One problem you’ll face when you start playing again is regaining the feel of your swing. It usually takes a few times out to get everything back in sync. If an injury caused the layoff, it may take a little longer to recover your feel.  Below are some golf tips that will help you reclaim your swing after a layoff. Use it like a checklist to help you focus on the right keys.

Check Your Posture

 Bad posture is among the most common faults we see in golfers who haven’t played in awhile. It’s also one of the most common swing faults we see in our golf lessons. Maybe your legs are too straight and stiff at address or you’re hunched over too much. Whatever it is, bad posture prevents you from making a confident, athletic swing. It also short-circuits power and decreases accuracy.

Start from the ground up to achieve an athletic posture. Put your weight on the balls of your feet, bend your knees over your toes, flex your legs a bit, and straighten your back and shoulders. To be sure that your posture is right, check it in the mirror at home, in a photo, or on video.

Get Iron Ready At Address

 Another problem after a layoff is setting up to hit your irons. Setting up correctly is critical when hitting an iron, as we tell students in our golf lessons. Distribute your weight over your feet evenly, spread your feet slightly beyond your hips, and tilt your shoulders slightly away from the target, but not as much as if you were hitting a driver. Also, make sure the shaft points toward your navel or slightly forward of the ball and that the ball is positioned correctly for the club you’re hitting.

Practice Your Short Game

Another problem after a long layoff is your short game swing. It’s among the first things to go during a layoff. Achieving a good chipping and pitching motion is simple. Keep your head and knees at the same level during the swing and the handle of the club pointed back toward your core. Also, visualize the club’s sole just scrapping the grass through contact.

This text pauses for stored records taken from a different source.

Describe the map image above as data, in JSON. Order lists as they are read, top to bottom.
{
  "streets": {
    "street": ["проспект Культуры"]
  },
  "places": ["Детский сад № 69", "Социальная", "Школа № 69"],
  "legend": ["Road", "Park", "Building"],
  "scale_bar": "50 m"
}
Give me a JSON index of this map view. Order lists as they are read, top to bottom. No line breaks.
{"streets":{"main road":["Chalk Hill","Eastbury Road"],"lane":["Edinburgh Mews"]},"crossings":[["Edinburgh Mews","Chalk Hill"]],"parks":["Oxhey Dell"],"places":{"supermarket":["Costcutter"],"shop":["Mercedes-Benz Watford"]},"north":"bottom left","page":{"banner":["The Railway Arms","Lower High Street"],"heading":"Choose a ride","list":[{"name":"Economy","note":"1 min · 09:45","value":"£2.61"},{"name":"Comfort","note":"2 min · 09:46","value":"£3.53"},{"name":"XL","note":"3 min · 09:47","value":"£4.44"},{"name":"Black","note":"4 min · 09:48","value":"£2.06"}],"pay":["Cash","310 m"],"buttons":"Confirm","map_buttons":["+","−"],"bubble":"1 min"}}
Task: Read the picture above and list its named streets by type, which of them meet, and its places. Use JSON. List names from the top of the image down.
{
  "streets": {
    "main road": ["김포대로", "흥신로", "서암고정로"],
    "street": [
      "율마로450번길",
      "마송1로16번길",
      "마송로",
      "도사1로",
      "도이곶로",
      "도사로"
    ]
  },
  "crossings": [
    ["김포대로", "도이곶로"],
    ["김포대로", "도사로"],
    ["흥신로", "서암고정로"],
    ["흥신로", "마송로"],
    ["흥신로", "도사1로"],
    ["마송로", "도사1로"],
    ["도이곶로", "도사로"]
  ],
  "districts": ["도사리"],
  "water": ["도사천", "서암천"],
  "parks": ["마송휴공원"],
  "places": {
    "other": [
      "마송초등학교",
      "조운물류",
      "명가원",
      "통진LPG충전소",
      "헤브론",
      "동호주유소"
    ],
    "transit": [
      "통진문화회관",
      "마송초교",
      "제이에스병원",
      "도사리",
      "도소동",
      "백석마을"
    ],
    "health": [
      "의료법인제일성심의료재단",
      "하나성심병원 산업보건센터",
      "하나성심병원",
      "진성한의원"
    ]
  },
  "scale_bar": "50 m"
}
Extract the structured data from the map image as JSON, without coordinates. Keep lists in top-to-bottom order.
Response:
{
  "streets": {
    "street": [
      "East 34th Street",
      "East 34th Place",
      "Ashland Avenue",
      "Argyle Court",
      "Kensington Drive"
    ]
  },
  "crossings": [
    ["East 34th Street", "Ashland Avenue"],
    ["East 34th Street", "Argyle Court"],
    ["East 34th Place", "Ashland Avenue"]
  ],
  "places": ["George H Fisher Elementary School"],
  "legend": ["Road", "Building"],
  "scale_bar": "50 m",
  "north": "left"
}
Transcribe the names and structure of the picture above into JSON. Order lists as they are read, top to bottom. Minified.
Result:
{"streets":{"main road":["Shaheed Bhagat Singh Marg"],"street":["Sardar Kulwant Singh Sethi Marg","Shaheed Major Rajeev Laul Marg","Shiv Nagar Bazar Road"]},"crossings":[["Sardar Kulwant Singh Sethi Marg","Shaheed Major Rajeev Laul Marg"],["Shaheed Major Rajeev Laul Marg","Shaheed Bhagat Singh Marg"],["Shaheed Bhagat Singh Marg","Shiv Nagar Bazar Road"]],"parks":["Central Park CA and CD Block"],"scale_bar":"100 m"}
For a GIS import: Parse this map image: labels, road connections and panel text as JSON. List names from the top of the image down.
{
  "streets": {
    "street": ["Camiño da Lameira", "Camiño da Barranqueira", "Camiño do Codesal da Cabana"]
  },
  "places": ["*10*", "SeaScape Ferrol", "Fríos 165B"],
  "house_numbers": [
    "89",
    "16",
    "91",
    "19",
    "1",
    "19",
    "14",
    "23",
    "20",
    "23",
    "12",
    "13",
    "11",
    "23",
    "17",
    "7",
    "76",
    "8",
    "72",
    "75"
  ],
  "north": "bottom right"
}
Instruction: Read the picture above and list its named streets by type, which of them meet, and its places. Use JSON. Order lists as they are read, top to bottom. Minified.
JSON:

This prevents you from dipping down and trying to lift the ball off the turf. We work on scrapping with students in our short game golf lessons all the time. And don’t get “flippy” with your hands when swinging. Instead, stay level and rotate.

Focus On Your Finish

If there’s one thing that will help you reclaim your swing quickly, it’s your finish. Strive for a full, balanced finish at the end. This type of finish has your back shoulder pointed at the target, your back toe up all the way to the point of the shoe, and your back straight up and down, with no leaning back. Your club shaft should be parallel to the horizon or as close to it as you can get it when you come around. (If a bad back or hip prevent you from going all the way around, go as far as you can.)

Winter is a great time to refine your swing. Improvements made then can chop strokes off your golf handicap later on. But it takes time to get back your swing after a long layoff. Use the checklist and golf tips above to reclaim your swing quickly next season.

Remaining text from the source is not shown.